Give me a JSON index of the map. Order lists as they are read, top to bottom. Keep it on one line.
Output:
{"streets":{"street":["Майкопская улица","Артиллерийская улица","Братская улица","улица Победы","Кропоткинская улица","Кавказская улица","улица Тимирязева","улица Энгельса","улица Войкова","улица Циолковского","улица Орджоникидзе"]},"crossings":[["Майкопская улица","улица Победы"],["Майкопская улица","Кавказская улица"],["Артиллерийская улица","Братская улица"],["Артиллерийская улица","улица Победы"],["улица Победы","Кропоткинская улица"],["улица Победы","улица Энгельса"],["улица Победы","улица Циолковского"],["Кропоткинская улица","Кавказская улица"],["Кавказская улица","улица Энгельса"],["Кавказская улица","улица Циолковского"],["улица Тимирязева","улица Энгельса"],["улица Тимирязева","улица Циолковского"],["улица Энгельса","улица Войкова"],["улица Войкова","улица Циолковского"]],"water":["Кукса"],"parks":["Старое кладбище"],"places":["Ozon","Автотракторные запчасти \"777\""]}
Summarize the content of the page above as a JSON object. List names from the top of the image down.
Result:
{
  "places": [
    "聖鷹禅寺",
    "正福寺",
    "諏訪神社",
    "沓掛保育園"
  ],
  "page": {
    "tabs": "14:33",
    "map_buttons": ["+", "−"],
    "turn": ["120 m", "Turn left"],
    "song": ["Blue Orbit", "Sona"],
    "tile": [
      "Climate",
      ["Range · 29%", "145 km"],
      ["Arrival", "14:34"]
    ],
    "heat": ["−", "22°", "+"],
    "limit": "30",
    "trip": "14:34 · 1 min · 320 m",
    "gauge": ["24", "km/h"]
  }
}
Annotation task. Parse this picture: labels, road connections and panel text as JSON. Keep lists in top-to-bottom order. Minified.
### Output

================

■ Exercise: Review the preceding data and report every line that includes the string "JSON".

■ Task response:
Give me a JSON index of the map. Order lists as they are read, top to bottom. Keep it on one line.
Summarize the content of the page above as a JSON object. List names from the top of the image down.
Annotation task. Parse this picture: labels, road connections and panel text as JSON. Keep lists in top-to-bottom order. Minified.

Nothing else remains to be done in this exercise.